Protestos de trabalhadores, segurança no emprego até 2033 e o que está em jogo

A dimensão da manifestação desta semana mostra a seriedade com que a força de trabalho assume esse risco. IG Metall e reportagens locais colocam a multidão em cerca de 6.000 funcionários fora da fábrica em 29 de julho de 2026, com banners e discursos alertando que eles estão prontos para aumentar se a VW passar de “sob revisão” para datas concretas de fechamento.

Ao mesmo tempo, Neckarsulm fica sob uma pacto de segurança no emprego que dura até o final de 2033estendendo a promessa de não redundância obrigatória da Audi, ao mesmo tempo em que deixa em aberto exatamente o que será construído lá, e em que volume, quando os modelos atuais forem desativados. A gestão já está a reduzir os custos e a ajustar a capacidade, tais como mudanças de turnos, pausas nas contratações, programas de eficiência, dentro desse quadro, e o conselho de trabalhadores continua a apontar para o futuro fundo do acordo como prova de que a fábrica ainda pode ganhar novos projectos se a VW o apoiar.

Reestruturação mais ampla da Volkswagen e empregos no setor automotivo alemão

Neckarsulm é apenas uma frente na redefinição mais ampla da VW. Em todo o grupo, a empresa planeia cortar cerca de 50 mil postos de trabalho na Alemanha até 2030 e está a estudar um segundo passo que poderá elevar as reduções totais para até 100 mil postos de trabalho em todo o mundo. As quatro fábricas alemãs sem planos de produtos firmes e competitivos até ao final da década de 2030 (Emden, Hanover, Zwickau e Neckarsulm) são os locais óbvios para procurar quando a VW decidir quanta capacidade pode perder.
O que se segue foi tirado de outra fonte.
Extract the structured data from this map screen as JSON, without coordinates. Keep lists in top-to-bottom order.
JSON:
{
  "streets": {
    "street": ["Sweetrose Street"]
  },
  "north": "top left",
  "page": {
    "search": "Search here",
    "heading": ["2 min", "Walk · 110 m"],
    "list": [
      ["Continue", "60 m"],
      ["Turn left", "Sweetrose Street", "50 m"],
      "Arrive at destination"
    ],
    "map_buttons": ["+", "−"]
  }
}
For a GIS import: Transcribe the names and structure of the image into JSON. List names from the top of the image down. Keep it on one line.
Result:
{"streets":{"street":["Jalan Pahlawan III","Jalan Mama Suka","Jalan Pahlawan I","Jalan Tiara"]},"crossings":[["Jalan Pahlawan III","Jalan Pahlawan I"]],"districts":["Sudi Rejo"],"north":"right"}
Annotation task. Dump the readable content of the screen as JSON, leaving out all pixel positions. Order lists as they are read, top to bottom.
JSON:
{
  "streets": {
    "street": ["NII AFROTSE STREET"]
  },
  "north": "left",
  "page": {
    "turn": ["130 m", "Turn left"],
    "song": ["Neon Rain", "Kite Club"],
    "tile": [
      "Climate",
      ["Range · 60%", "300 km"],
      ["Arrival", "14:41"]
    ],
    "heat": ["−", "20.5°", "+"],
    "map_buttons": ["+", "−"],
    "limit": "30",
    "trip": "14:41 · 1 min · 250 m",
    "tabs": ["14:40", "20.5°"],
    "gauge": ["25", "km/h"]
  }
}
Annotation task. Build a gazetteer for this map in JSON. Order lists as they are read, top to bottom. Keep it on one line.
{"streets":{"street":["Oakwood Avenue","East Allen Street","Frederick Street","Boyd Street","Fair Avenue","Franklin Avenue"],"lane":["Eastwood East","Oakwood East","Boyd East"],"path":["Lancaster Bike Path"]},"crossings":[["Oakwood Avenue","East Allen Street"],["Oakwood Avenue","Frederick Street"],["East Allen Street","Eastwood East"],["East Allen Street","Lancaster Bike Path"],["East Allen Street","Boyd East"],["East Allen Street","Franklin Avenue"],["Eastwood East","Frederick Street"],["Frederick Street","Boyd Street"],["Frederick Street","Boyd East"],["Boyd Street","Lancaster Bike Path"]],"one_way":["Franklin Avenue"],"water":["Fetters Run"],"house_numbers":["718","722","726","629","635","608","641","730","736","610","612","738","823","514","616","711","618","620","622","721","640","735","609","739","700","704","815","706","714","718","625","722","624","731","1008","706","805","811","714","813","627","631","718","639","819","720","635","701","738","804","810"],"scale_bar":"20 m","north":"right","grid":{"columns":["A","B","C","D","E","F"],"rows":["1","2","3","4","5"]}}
Outros fabricantes de automóveis europeus também estão a reduzir pessoal, uma vez que a procura de veículos eléctricos fica abaixo das previsões anteriores, mas a combinação de grandes cortes de empregos e possíveis encerramentos em várias fábricas alemãs da VW torna esta reestruturação especialmente sensível. Para Neckarsulm, os factos são duros: uma janela de risco que se abre depois de 2030, modelos centrais que expiram no início da década de 2030, uma garantia de emprego até 2033 e uma força de trabalho agora suficientemente barulhenta para fechar ruas e ficar fora de qualquer lista final de encerramento.

A opinião do Motor1

Neckarsulm tornou-se silenciosamente o teste para saber até que ponto a VW está disposta a ir no corte da capacidade alemã. Por um lado, o local tem espaço para respirar, pois os empregos estão protegidos até 2033, existe um fundo futuro para novos projetos e a linha atual da Audi ainda mantém as linhas ocupadas. Por outro lado, a VW está abertamente à procura de poupanças e todos os principais produtos da fábrica correm para o mesmo precipício do início da década de 2030.

Se você se preocupa com o futuro dos grandes sedãs e EVs halo da Audi, a verdadeira história será escrita nos próximos ciclos do conselho, e não em um único protesto. Ou a VW consegue novos trabalhos de elevado valor que utilizam as competências e infra-estruturas de Neckarsulm, ou esta greve será lembrada como o momento em que os trabalhadores perceberam que, apesar do pacto de emprego, o destino da sua fábrica estava a ser decidido noutro lugar.